Comme dans la langue chinoise, le mot arabe est idéogramme. Il n’a rien de défini, n’est jamais figé, est toujours prêt à se transformer. Chaque mot en invite un autre, puis un deuxième et une famille se forme, selon un procédé précis et continu qui multiplie la syntaxe à l’infini. De cette évolution permanente d’idées naît une pensée qui se renouvèle sans cesse, préférant toujours l’analogie à l’analyse. Les dimensions se multiplient, des métaphores se créent et deviennent intuition, révélation puis vérité. La langue arabe s’exprime avec le cœur.
Souvent, la musique arabe appelle à la passion; elle invite à délaisser la raison stérile, laisse la pensée vagabonde errer et imagine une vérité au-delà. La musique arabe s’écoute avec le cœur.

Il en est ainsi lorsque l’on écoute Asala Nasri.
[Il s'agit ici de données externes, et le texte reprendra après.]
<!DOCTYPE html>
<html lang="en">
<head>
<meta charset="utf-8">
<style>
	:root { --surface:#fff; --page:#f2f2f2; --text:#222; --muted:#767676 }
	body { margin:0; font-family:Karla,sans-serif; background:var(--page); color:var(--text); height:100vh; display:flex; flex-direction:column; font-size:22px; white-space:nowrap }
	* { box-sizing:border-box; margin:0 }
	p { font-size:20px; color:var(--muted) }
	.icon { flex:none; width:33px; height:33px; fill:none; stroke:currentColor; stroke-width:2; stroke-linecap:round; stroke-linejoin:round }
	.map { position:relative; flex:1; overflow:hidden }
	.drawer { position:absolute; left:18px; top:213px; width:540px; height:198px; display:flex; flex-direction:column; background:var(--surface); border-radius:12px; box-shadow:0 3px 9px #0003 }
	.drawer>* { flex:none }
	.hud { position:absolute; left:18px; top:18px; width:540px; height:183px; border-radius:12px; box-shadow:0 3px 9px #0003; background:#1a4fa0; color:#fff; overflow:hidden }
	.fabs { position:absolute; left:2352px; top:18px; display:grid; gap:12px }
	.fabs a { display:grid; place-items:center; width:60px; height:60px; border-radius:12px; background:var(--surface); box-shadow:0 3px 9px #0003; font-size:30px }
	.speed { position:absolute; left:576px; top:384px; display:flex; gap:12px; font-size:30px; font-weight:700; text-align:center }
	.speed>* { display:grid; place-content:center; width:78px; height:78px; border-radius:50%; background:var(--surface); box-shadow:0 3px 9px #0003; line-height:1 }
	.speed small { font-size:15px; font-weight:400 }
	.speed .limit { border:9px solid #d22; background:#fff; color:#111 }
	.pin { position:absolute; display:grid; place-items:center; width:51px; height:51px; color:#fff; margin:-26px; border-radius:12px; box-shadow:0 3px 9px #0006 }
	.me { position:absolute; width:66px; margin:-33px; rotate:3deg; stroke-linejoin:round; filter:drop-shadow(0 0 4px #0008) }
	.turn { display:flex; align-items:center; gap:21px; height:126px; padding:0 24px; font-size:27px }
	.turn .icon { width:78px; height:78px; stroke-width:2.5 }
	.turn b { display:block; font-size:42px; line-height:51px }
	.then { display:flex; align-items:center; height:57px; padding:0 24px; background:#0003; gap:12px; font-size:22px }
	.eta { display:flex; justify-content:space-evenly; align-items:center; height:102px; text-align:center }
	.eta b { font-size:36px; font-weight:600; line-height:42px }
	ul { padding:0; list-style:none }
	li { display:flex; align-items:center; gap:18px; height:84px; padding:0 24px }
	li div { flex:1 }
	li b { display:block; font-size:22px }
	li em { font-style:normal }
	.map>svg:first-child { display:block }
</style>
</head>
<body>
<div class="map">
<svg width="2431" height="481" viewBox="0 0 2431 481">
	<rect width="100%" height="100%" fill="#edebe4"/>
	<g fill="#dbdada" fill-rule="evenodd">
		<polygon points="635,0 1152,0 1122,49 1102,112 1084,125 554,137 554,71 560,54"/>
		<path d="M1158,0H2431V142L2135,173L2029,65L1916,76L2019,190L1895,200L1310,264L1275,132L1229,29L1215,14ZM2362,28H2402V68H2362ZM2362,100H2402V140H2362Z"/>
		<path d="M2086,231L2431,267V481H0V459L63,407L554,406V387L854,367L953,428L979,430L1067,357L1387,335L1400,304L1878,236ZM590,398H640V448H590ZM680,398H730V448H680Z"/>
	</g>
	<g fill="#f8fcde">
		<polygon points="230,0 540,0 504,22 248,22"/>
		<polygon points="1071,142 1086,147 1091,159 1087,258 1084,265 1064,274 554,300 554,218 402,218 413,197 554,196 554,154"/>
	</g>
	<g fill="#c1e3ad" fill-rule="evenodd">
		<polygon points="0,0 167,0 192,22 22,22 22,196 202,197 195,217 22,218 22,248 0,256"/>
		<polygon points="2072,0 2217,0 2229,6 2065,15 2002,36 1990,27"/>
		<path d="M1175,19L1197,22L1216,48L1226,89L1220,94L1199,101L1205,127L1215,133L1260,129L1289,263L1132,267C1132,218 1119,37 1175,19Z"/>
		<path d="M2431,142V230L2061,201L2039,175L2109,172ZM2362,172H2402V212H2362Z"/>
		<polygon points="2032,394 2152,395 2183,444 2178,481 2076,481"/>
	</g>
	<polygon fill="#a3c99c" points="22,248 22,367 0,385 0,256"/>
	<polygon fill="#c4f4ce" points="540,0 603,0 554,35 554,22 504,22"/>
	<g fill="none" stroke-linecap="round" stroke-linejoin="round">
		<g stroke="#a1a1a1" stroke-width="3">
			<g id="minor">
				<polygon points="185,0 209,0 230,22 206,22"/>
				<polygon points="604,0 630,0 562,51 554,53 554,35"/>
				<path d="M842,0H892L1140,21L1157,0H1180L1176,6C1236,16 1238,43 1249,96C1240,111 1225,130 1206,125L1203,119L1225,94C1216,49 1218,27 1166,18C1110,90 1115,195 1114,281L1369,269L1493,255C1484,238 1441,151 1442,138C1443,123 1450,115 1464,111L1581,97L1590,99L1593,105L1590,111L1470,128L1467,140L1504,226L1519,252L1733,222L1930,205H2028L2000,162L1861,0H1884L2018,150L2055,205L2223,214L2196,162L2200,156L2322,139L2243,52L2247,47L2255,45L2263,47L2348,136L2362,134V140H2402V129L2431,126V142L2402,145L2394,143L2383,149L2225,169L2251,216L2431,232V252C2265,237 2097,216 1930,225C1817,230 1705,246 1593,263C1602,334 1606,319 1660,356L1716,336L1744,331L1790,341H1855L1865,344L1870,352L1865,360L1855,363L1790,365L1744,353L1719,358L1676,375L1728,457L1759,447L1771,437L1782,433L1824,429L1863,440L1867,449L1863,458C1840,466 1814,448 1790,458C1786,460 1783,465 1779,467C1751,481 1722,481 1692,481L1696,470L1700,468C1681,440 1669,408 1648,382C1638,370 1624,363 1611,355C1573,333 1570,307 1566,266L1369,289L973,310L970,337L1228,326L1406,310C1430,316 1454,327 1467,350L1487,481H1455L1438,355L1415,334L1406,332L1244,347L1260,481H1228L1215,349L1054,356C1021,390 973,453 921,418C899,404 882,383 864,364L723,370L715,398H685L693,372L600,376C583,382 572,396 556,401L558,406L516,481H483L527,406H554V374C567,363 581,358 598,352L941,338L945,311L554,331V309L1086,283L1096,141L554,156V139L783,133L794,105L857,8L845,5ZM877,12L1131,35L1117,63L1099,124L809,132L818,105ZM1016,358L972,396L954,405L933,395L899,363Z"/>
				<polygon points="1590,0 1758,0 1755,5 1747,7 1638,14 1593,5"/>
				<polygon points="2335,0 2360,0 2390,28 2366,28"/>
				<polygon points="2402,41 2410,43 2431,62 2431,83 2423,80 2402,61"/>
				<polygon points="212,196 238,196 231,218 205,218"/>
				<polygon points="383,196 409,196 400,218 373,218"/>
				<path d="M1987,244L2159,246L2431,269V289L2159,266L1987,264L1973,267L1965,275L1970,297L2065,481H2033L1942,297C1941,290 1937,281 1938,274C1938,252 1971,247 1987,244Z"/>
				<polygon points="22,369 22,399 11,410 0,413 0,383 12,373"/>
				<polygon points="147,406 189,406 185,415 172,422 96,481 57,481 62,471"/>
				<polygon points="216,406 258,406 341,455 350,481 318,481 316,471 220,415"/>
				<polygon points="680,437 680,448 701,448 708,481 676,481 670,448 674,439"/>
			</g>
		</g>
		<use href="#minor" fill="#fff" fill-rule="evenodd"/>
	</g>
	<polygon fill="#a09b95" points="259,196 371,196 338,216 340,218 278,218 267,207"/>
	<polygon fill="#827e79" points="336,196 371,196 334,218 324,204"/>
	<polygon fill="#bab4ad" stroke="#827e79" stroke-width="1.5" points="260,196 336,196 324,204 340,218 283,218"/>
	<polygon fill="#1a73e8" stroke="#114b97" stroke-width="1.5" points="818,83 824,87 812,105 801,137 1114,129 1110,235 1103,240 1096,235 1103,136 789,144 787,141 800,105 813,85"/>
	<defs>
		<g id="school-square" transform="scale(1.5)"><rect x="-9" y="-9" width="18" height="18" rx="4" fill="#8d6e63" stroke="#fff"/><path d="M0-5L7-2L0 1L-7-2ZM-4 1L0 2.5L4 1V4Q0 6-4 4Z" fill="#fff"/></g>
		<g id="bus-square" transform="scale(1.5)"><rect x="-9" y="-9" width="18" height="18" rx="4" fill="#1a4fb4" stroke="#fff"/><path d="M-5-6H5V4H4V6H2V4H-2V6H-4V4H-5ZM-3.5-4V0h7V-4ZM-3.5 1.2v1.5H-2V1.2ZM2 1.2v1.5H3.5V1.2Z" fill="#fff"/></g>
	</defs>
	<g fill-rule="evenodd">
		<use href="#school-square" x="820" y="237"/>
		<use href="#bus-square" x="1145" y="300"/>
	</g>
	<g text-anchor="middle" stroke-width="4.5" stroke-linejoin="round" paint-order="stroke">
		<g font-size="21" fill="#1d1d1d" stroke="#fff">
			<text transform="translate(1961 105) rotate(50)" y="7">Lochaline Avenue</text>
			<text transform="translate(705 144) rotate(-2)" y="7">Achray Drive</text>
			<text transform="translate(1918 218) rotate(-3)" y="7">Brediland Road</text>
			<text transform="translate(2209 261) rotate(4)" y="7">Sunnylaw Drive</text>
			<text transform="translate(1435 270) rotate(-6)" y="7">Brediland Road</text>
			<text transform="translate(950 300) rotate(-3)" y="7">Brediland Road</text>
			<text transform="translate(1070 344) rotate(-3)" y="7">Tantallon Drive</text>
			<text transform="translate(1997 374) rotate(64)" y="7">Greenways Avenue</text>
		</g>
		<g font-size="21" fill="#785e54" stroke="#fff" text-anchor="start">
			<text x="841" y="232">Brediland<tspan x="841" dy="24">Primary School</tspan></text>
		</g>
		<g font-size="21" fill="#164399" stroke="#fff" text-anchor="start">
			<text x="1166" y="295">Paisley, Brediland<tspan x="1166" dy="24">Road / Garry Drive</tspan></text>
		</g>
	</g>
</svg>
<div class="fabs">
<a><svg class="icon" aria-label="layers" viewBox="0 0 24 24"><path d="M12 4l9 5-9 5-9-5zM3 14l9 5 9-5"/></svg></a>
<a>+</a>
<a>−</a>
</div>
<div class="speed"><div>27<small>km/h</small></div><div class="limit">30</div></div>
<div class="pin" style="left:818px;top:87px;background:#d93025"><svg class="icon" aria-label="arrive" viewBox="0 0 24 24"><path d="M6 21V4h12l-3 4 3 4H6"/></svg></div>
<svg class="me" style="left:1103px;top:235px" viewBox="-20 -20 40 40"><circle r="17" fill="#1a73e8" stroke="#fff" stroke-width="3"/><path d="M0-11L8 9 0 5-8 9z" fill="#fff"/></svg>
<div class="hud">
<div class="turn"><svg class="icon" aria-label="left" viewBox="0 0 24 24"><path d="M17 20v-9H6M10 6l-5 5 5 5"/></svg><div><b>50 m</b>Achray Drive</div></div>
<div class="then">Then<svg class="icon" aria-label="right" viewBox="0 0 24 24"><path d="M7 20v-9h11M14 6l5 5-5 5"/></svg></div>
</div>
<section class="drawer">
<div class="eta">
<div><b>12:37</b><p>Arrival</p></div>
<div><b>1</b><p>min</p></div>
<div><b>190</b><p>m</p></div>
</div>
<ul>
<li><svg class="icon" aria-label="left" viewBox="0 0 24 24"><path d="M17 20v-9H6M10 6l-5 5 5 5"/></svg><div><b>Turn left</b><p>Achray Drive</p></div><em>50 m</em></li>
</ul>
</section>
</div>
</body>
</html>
Asala Nasri ne dit pas les choses, elle nous les révèle en errant autour de son sujet. Certes, sa beauté ajoute au charme. Mais c’est sa voix envoûtante qui éveille les émotions de l’auditeur et l’incite à la passion, la joie, la tristesse, la révolte même, aidée en cela par une musique extatique.
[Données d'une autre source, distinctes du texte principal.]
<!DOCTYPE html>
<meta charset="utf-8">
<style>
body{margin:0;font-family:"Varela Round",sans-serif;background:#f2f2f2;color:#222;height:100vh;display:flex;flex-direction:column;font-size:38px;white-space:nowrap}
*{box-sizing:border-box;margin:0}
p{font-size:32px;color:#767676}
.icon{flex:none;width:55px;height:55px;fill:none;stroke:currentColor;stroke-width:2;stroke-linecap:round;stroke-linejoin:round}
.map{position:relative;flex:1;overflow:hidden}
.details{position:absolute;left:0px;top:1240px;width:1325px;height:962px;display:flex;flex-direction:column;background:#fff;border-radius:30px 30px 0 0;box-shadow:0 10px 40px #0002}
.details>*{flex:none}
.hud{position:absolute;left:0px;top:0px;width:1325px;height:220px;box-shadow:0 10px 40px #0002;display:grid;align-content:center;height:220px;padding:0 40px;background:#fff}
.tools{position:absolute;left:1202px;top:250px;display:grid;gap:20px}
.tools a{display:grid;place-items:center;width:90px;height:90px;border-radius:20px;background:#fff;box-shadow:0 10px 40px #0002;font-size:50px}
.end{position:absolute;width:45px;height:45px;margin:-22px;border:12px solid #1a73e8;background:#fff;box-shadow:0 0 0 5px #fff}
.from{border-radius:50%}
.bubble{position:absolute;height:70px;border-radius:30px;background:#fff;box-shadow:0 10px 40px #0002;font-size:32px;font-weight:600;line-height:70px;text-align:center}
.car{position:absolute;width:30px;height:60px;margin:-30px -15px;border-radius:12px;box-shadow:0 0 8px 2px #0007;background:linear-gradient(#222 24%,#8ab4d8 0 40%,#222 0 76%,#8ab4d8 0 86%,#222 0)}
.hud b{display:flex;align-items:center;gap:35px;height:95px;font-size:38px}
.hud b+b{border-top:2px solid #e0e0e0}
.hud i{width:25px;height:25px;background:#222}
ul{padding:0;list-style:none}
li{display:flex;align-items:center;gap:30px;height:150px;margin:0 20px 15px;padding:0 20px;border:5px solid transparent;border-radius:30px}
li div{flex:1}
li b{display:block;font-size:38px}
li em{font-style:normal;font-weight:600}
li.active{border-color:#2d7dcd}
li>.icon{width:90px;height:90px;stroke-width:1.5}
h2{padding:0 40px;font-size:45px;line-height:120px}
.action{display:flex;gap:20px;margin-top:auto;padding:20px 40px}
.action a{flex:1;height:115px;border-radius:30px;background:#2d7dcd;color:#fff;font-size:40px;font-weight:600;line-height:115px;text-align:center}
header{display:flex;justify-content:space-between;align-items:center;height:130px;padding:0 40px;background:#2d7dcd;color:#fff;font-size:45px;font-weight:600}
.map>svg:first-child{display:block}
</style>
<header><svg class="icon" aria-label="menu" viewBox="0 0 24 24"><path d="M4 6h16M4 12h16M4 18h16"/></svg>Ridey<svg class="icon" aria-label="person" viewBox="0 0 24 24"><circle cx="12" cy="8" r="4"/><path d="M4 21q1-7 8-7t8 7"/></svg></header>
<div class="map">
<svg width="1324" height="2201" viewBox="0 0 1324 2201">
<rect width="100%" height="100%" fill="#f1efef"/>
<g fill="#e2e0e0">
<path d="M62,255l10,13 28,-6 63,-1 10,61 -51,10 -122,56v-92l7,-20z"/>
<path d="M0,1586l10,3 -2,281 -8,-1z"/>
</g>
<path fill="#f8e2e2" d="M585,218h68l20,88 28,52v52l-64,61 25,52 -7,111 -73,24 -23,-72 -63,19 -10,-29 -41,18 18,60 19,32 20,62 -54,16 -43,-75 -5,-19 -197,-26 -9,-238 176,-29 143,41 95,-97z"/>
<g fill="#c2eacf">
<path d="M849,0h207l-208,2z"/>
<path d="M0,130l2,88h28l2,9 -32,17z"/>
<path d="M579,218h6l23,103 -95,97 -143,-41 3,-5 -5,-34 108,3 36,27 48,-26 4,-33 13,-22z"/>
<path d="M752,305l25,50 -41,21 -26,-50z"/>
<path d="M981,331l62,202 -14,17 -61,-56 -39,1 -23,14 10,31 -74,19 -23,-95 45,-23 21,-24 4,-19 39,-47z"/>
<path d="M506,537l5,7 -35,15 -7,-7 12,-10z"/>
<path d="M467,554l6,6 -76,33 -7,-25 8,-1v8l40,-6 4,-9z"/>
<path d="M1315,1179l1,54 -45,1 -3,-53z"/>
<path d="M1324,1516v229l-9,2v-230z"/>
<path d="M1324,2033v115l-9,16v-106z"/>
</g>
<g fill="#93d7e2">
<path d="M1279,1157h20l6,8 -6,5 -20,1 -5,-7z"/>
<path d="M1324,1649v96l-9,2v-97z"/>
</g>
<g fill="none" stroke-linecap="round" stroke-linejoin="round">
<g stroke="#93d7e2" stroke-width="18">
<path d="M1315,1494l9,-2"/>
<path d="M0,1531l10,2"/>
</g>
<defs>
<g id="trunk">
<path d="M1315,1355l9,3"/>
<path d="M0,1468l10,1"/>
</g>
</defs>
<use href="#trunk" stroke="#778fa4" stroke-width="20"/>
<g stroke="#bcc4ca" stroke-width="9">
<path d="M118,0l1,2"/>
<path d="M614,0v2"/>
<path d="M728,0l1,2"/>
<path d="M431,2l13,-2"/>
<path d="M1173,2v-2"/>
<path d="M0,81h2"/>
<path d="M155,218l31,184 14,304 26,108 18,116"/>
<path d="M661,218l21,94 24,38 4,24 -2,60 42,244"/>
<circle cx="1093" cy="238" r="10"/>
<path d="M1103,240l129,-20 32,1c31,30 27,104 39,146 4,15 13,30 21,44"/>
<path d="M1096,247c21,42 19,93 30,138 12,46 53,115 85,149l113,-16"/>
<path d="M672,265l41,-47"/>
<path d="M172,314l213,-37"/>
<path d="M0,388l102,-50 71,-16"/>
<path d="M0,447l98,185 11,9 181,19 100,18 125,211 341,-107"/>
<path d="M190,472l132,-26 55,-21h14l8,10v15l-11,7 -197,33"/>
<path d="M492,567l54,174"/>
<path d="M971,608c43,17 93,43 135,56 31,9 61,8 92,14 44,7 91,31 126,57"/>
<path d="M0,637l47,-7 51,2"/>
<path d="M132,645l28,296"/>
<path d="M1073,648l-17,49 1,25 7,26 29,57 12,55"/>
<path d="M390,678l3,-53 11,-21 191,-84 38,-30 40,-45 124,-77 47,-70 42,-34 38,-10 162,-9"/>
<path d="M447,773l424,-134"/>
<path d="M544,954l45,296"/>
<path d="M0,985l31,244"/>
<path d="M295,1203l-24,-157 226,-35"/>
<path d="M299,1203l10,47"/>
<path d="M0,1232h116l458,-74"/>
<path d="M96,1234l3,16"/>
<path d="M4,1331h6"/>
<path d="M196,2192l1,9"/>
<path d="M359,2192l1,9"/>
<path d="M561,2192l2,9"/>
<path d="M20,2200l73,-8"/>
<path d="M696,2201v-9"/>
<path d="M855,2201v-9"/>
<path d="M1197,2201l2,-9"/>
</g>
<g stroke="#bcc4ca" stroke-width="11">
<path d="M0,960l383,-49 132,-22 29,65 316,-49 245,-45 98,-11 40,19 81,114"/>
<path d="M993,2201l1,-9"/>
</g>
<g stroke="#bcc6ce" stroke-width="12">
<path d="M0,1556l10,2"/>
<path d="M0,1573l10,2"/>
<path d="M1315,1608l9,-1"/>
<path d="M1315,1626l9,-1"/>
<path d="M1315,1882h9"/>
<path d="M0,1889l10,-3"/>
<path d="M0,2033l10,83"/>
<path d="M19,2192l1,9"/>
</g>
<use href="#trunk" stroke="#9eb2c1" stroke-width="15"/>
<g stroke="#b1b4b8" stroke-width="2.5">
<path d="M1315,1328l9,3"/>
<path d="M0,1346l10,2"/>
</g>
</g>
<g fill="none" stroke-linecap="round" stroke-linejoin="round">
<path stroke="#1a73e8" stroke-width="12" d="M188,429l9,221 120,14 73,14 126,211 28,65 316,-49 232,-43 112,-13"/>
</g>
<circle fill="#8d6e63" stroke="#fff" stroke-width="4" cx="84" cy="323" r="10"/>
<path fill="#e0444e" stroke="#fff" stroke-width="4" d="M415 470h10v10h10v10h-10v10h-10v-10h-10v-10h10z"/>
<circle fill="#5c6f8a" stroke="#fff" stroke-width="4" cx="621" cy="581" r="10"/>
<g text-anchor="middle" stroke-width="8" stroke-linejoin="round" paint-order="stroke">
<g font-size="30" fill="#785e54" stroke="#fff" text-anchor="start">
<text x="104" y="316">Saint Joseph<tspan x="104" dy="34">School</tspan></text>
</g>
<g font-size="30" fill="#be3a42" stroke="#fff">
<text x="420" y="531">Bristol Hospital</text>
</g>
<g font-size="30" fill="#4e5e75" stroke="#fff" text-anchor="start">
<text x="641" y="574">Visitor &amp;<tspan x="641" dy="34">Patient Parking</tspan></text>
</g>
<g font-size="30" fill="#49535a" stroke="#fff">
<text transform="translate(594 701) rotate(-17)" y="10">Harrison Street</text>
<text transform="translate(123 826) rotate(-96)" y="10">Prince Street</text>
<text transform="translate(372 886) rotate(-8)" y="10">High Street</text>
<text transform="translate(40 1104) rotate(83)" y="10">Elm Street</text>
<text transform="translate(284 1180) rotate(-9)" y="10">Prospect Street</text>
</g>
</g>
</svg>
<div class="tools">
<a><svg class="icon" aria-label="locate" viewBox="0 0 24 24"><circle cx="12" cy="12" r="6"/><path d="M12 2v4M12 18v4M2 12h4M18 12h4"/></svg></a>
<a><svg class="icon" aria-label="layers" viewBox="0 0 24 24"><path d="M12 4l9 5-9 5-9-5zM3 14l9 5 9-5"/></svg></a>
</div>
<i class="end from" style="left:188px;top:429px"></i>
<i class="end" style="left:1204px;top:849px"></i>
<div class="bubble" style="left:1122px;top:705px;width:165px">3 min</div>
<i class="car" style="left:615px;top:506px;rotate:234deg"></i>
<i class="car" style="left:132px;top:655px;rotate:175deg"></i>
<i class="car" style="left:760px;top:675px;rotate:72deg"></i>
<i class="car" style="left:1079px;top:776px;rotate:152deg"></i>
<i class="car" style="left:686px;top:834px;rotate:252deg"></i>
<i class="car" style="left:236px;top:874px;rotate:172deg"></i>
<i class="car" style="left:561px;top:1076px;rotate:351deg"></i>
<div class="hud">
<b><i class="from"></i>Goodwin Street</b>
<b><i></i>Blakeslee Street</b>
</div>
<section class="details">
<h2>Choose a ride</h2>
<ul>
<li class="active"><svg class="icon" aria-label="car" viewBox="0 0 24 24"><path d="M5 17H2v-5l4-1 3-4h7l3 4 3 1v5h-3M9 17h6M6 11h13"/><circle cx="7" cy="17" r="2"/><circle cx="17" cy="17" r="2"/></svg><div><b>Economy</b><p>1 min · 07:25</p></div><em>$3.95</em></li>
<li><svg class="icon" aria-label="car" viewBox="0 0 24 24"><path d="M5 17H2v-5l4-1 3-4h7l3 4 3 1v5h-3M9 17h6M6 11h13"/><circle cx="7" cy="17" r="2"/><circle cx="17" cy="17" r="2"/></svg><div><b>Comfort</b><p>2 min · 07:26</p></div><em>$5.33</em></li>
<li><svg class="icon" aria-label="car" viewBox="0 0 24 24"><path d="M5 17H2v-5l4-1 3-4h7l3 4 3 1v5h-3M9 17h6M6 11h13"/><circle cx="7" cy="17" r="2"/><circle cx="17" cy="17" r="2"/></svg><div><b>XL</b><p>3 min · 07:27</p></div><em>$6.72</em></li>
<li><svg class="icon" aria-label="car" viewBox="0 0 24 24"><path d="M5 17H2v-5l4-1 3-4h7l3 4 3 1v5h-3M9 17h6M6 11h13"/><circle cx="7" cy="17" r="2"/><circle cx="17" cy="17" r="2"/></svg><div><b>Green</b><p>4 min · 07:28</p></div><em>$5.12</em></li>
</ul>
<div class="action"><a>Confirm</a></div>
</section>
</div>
L’actualité a fixé de nouveaux projecteurs sur cette chanteuse syrienne; sa chanson « Si le trône pouvait parler » a été présentée comme une invitation au départ de Bachar al-Assad. De fait, la chanteuse syrienne fut adoubée « voix de la rébellion ». La verité est que même les partisans de Bachar al-Assad ne sont restés insensibles à l’une des plus belles voix du monde arabe.
Au delà de la Syrie, c'est bien evidemment une chanson qui interpelle tous les pouvoirs...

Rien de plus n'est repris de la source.